(Corrects paragraph 15 to say LivHome is in 15 locations
instead of 15 states, and that company "charges by the hour
depending on what is needed" instead of "$135 an hour for
By Beth Pinsker
NEW YORK, March 24 You get that call - all is
not right with mom or dad. Suddenly, you have to step in and
take over a life's worth of financial details.
For most people, this call comes too soon, before relatives
have passed along key information about accounts and passwords,
causing panic. But it's still a daunting task even for those who
have planned ahead.
Just ask Diana Raab, 60, who lives in Santa Barbara,
California, while her 84-year-old mother lives in New York.
Raab, who is an author, made the cross-country trip in March
after her mother got a bad cold and started losing her
She encountered total disarray: the cable bill hadn't been
paid in months, there were stacks of mail and her mom's credit
card wasn't working.
Where to start? There's a benefit to taking a methodical
approach and not trying to do everything at once in a flurry,
experts and experienced caregivers say.
POWER OF ATTORNEY
First, find out who your parent has designated as their
power of attorney.
If a properly signed and witnessed legal document is already
on file, you're ready to go, says Howard Krooks, president of
the National Academy of Elder Law Attorneys.
This is where advice to those who haven't yet prepared is
key - set this up before anything bad happens.
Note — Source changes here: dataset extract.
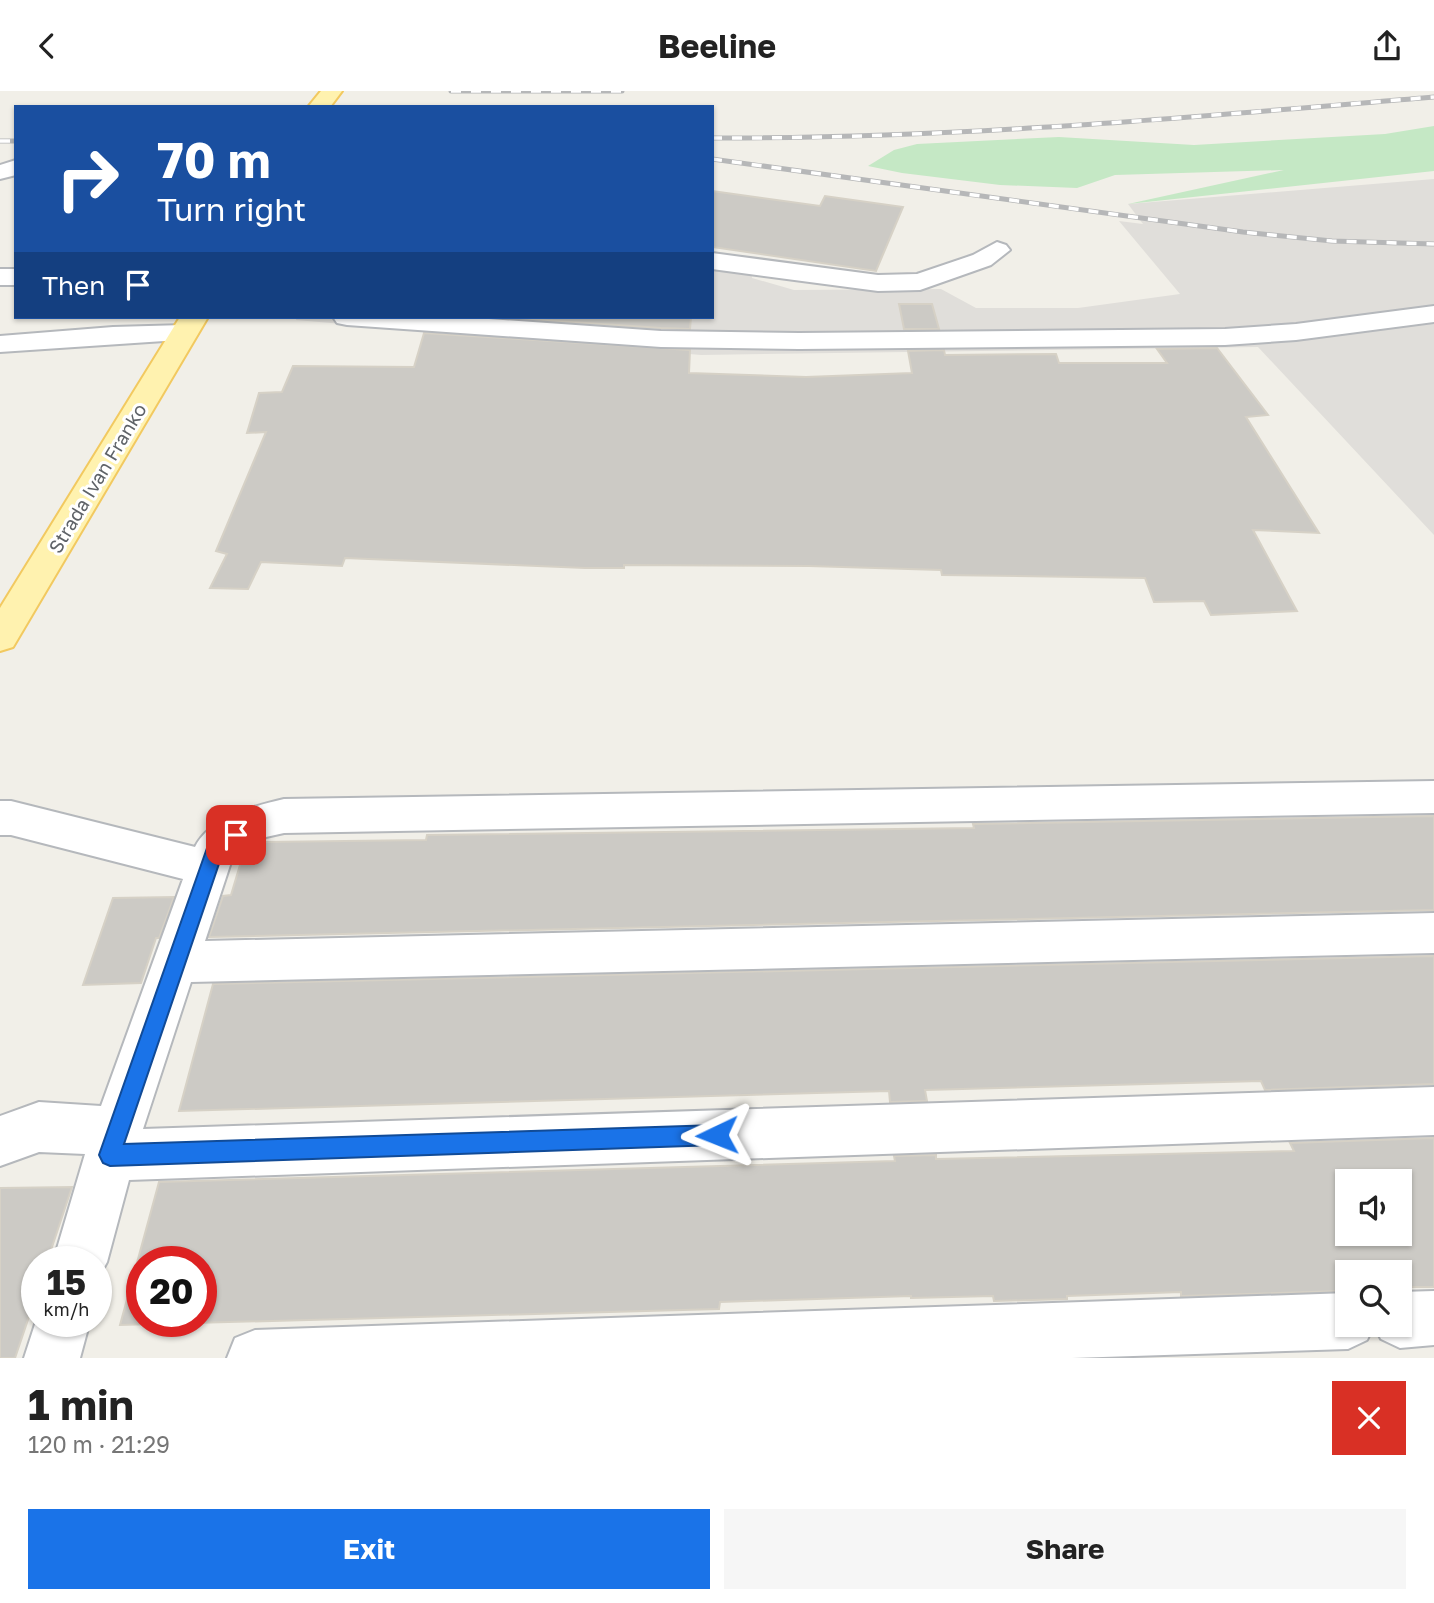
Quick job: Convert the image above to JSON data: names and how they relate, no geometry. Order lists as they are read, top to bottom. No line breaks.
{"streets":{"main road":["Strada Ivan Franko"]},"page":{"header":"Beeline","turn":["70 m","Turn right"],"then":"Then","speed":"15 km/h","limit":"20","heading":["1 min","120 m · 21:29"],"buttons":["Exit","Share"]}}
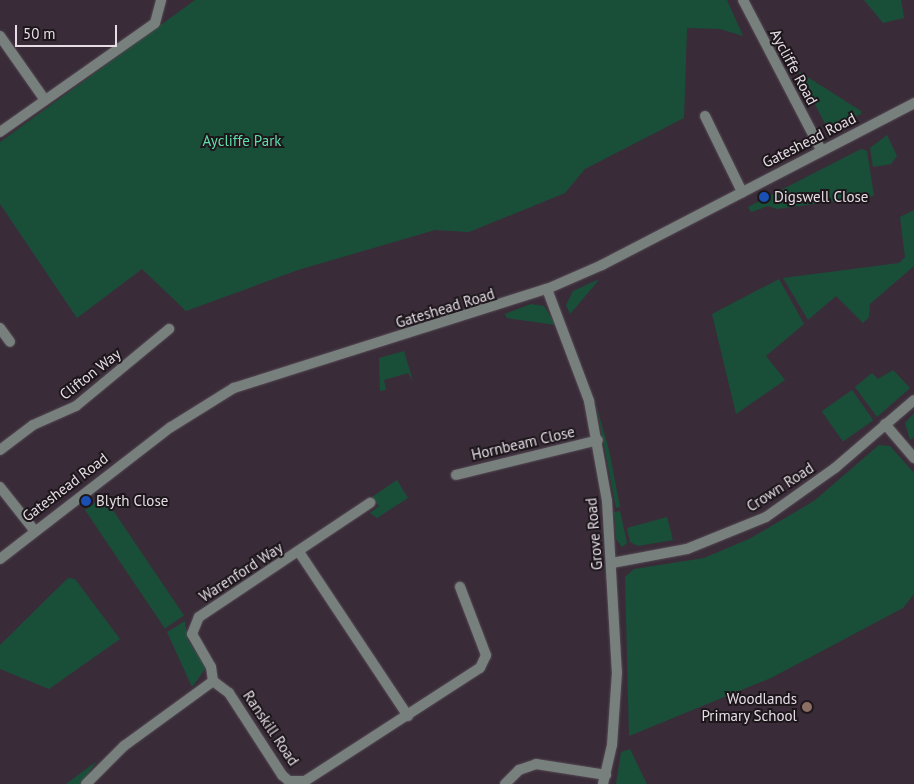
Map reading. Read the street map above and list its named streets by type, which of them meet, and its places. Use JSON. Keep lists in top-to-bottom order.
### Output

There is no age
at which it's too soon, Krooks says. "The reality is that a
disability can happen to anyone at any time," Krooks says.
If you don't have a power of attorney set up, though, you
can get one executed in a day, says Holly Kylen, a retirement
coach at ING. You can also get limited access to another
person's checking account by going to a bank branch with them,
says Jilenne Gunther, senior strategic policy adviser for AARP.
For situations where your parent or relative is too
incapacitated to participate, you can contact an attorney and
start the process to be named a guardian. In the meantime, keep
records of bills you pay out of pocket.
If the disabled person is married, a spouse can typically
access accounts. But, increasingly, married couples have at
least a few separate accounts and you'll need paperwork to get
into them, says Kylen.
What you don't want to do is call up pretending to be the
incapacitated person. "It's just going to come back and bite
you," says Kylen.
Once you get access to accounts, you need to go on a
detective hunt. Raab started with her mom's primary bank account
statements and made lists of the automatic payments, including a
supplemental Medicare policy. But there were other bank
accounts, too, along with multiple store credit cards. Raab says
she keeps digging and digging - she went through her mail and
her desk and now keeps track of most accounts online.
One challenge Kylen faced when taking over her mother's
accounts was that everywhere she turned, companies kept asking
for the original copy of the power of attorney document, and it
was just a pure paperwork slog. Her advice? Ask the lawyer who
executes the power of attorney agreement to get at least 10
Most families do this forensic work, culling through files
paper by paper. But you can hire a caregiving organization to
help. For example, LivHome, based in 15 locations nationwide,
costs $150 for an initial assessment and then charges by the
hour depending on what is needed, says Bunni Dybnis, director of
For additional resources, check out AARP's website (aarp.com/caregiving).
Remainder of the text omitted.